You can extend this to add multiple features at once (e.g., topic, question_length, difficulty_level)

In [None]:
def add_multiple_features_to_activations(activation_path, sr_dataset_path, output_path, feature_names):
    """
    Add multiple auxiliary features to activation file.
    
    Args:
        activation_path: Path to existing .pt activation file
        sr_dataset_path: Path to parquet file with features
        output_path: Where to save the enriched activation file
        feature_names: List of column names to include (e.g., ['topic_num', 'difficulty_level'])
    
    Returns:
        data: The enriched activation dictionary
    """
    # Load activations and dataset
    print(f"Loading activations from {activation_path}")
    data = torch.load(activation_path)
    
    print(f"Loading features from {sr_dataset_path}")
    df = pd.read_parquet(sr_dataset_path)
    
    # Extract features
    aux_features_list = []
    valid_feature_names = []
    
    for feat in feature_names:
        if feat not in df.columns:
            print(f"Warning: {feat} not found in dataset, skipping")
            continue
        aux_features_list.append(df[feat].values.reshape(-1, 1))
        valid_feature_names.append(feat)
    
    if aux_features_list:
        aux_features = np.concatenate(aux_features_list, axis=1)
        data['aux_features'] = torch.tensor(aux_features, dtype=torch.float32)
        data['aux_feature_names'] = valid_feature_names
        
        print(f"\n✓ Added {len(valid_feature_names)} auxiliary features: {valid_feature_names}")
        print(f"✓ Aux features shape: {data['aux_features'].shape}")
    else:
        print("ERROR: No valid features found!")
        return None
    
    # Save
    print(f"Saving to {output_path}")
    torch.save(data, output_path)
    
    return data

## Example: Add Multiple Features

Uncomment and modify to add custom features from your dataset:

In [None]:
# Example: Add both topic_num and custom difficulty score
# First, you'd need to compute additional features in your SR dataset

# # Load SR dataset and add custom features
# train_df = pd.read_parquet(TRAIN_SR_PATH)
# 
# # Example: Create a difficulty score based on question/solution length
# train_df['question_length'] = train_df['question'].str.len()
# train_df['solution_length'] = train_df['solution'].str.len()
# 
# # Save back
# train_df.to_parquet(TRAIN_SR_PATH)
# 
# # Now add multiple features to activations
# enriched_multi = add_multiple_features_to_activations(
#     activation_path=TRAIN_ACTIVATION_PATH,
#     sr_dataset_path=TRAIN_SR_PATH,
#     output_path=TRAIN_OUTPUT_PATH.replace('.pt', '_multi_features.pt'),
#     feature_names=['topic_num', 'question_length', 'solution_length']
# )

## Training Probes with Enriched Features

Once the enriched activation files ahve been created, use them with `train_probe.py`:

```bash
python scripts/train_probe.py \
  --train_activations activations/model_train_with_topic.pt \
  --test_activations activations/model_test_with_topic.pt \
  --output_dir results/with_topic \
  --k_fold \
  --alpha_grid "0,0.001,0.01,0.1,1,10,100,1000" \
  --wandb \
  --wandb_project "probe_with_topic" \
  --wandb_name "qwen2.5_math_with_topic"
```

The modified `train_probe.py` will:
1. Automatically detect the `aux_features` in the .pt file
2. Concatenate them with activations: `[N, D] + [N, F] → [N, D+F]`
3. Train the linear probe on the enriched feature space
4. Log the auxiliary feature usage to wandb

**Expected result:** Better probe performance due to additional topic information!
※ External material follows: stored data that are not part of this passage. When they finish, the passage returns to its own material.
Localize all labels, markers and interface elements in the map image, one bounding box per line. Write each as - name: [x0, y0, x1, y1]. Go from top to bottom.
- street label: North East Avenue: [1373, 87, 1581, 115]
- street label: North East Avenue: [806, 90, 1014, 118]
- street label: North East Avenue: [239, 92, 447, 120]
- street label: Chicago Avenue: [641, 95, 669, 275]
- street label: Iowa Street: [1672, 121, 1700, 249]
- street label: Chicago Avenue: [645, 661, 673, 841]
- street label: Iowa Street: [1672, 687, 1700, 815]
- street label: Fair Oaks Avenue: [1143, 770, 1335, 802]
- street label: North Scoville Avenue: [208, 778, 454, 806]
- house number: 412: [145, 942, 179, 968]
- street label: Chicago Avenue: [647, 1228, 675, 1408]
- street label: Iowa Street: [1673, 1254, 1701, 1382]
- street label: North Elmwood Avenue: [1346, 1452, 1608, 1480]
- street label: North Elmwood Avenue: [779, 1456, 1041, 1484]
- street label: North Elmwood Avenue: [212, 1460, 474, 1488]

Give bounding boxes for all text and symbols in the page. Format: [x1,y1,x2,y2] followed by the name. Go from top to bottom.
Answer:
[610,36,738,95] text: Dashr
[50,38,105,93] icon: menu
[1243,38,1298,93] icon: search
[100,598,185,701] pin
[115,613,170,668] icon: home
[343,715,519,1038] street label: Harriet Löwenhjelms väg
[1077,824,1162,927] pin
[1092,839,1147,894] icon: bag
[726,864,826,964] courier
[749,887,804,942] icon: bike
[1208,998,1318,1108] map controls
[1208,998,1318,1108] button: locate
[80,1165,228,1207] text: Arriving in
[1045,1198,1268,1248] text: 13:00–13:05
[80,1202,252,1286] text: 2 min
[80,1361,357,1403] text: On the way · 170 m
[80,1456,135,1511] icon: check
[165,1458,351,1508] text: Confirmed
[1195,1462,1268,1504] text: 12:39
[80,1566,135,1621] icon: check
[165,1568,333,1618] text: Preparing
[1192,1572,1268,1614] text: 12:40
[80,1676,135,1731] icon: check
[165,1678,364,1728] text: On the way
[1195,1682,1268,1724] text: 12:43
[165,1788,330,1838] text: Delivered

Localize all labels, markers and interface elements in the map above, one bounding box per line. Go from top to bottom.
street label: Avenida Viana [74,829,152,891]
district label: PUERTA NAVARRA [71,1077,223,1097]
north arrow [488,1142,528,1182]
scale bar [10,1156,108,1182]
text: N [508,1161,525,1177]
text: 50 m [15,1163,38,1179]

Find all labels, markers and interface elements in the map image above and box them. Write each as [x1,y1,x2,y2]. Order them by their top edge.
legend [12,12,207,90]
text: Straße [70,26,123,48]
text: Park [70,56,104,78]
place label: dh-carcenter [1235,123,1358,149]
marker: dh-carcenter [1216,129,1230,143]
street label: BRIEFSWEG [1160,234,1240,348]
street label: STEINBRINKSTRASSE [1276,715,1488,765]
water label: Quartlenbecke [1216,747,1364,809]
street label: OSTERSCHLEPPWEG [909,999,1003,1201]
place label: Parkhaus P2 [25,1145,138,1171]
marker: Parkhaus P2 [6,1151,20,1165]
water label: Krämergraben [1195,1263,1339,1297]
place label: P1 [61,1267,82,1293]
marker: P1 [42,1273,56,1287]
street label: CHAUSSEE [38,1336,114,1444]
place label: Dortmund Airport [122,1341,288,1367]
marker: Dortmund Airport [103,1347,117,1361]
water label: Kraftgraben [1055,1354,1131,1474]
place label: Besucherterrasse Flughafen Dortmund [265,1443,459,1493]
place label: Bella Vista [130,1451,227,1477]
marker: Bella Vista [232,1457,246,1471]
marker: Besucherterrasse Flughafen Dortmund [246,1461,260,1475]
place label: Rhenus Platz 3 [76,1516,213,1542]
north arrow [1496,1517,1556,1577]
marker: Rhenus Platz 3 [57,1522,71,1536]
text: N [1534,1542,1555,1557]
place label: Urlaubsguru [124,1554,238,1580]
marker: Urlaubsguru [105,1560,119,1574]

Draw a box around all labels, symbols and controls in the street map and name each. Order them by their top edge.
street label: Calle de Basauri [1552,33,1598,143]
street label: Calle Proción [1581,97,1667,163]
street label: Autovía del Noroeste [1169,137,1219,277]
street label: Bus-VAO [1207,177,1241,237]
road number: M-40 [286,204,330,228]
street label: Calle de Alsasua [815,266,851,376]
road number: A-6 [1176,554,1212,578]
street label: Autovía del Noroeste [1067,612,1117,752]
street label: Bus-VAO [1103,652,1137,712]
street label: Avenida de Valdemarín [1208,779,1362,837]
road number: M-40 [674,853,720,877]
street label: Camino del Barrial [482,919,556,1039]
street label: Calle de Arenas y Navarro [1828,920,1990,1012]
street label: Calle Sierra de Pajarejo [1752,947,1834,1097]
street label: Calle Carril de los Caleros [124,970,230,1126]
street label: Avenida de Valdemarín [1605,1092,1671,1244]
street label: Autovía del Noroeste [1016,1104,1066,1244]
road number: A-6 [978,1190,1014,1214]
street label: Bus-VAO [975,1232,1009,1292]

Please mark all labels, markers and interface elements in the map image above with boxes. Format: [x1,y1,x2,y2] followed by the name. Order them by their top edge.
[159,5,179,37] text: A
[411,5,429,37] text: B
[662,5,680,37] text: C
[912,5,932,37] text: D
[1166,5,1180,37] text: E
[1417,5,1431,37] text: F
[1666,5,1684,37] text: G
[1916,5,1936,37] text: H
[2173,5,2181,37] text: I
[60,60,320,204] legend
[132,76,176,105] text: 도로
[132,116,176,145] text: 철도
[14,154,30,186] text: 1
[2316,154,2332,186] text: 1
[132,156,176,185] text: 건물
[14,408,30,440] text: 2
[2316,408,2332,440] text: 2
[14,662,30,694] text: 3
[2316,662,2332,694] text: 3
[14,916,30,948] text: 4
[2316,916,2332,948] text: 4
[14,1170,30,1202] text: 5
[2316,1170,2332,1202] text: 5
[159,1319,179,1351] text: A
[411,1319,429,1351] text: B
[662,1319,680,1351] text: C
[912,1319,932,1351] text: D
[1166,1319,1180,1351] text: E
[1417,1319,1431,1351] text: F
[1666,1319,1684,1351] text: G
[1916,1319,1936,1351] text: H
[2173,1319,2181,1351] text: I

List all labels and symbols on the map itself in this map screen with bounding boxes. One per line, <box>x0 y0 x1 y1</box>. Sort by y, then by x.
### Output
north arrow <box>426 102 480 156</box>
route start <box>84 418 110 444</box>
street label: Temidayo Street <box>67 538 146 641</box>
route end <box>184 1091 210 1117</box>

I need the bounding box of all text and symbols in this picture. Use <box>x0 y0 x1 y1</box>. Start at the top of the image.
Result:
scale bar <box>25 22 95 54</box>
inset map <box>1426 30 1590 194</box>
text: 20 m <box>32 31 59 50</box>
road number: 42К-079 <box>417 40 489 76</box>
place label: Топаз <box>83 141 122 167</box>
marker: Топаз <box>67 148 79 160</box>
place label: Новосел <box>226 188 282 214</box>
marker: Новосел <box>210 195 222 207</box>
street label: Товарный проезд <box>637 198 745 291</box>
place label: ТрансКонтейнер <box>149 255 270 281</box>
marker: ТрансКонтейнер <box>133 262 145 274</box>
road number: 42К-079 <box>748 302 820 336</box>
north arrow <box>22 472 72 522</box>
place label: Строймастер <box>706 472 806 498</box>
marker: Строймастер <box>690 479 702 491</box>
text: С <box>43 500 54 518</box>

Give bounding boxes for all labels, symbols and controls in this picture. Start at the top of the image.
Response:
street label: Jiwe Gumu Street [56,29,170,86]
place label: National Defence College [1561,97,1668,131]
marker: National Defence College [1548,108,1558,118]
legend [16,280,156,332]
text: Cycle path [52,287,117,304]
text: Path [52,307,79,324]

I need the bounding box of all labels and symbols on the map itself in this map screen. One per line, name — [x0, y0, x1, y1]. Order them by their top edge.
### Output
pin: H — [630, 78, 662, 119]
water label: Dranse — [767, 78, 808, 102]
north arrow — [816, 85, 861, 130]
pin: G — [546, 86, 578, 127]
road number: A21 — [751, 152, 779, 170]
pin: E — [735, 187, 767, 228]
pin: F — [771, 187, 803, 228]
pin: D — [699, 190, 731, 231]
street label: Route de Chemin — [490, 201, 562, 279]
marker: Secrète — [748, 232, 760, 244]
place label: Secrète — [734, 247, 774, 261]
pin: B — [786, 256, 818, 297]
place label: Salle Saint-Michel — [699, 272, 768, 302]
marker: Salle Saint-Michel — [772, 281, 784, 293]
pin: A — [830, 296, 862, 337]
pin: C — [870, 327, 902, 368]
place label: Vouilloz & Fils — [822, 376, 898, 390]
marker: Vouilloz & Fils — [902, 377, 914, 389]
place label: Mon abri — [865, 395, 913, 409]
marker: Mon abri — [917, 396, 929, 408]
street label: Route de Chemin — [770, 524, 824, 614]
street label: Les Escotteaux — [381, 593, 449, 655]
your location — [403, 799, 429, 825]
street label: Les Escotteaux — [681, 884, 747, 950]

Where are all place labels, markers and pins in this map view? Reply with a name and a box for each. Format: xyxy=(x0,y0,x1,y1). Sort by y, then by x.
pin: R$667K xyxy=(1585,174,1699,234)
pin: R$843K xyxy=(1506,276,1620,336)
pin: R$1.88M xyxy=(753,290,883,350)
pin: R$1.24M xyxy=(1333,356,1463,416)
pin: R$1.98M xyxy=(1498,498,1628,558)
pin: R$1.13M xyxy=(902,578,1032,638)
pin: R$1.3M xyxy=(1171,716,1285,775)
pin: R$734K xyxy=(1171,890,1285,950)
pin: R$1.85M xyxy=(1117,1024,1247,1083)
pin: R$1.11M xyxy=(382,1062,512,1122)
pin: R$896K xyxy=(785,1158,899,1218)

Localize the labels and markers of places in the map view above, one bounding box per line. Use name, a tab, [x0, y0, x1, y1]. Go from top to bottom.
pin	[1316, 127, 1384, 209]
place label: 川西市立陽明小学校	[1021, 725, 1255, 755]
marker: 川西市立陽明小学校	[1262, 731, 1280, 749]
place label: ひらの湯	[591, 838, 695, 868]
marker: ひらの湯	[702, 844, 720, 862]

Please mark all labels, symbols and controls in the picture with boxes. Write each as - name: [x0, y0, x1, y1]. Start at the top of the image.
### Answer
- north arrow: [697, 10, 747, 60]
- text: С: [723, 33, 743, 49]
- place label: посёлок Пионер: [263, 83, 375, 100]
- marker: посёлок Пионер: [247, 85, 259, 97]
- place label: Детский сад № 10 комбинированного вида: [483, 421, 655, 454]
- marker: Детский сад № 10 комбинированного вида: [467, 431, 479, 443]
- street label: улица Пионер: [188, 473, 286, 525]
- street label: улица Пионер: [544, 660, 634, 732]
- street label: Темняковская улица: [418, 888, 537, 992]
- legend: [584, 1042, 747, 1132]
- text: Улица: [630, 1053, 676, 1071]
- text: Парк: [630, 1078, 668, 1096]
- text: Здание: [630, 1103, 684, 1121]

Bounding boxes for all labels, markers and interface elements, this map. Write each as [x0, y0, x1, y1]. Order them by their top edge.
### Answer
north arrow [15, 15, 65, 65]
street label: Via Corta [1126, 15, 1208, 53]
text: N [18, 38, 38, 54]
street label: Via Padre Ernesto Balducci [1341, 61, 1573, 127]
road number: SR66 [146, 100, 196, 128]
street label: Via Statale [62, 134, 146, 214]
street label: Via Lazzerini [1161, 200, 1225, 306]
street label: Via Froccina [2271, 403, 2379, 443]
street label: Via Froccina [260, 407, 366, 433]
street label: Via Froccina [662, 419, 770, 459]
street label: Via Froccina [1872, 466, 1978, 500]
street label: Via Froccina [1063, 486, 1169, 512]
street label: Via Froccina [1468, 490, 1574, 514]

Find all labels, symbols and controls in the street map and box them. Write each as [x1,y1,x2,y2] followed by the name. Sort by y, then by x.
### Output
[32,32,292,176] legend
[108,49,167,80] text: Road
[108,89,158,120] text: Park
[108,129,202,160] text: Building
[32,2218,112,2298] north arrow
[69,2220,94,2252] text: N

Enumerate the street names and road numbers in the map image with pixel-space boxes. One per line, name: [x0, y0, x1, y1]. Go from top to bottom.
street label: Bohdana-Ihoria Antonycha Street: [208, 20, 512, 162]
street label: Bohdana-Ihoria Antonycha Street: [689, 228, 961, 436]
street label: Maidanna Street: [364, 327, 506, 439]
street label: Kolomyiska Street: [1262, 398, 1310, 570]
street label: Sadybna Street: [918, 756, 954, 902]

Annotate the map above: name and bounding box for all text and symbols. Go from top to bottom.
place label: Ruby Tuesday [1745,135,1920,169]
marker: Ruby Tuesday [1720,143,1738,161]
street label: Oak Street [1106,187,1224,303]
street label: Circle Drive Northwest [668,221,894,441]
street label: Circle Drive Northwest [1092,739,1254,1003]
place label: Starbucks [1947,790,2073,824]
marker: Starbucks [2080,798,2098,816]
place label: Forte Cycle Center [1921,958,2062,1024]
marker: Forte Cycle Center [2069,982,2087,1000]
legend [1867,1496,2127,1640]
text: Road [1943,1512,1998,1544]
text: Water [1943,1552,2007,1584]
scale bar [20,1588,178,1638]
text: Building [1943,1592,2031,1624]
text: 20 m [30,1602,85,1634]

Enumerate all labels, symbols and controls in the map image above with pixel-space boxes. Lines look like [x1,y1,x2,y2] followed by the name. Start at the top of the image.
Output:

## Comparing Probes With and Without Topic

To measure the impact of adding topic information:

1. Train probe WITHOUT topic (original activation files)
2. Train probe WITH topic (enriched activation files)
3. Compare test performance (ROC-AUC or Spearman correlation)

The difference shows how much topic information helps beyond pure activations!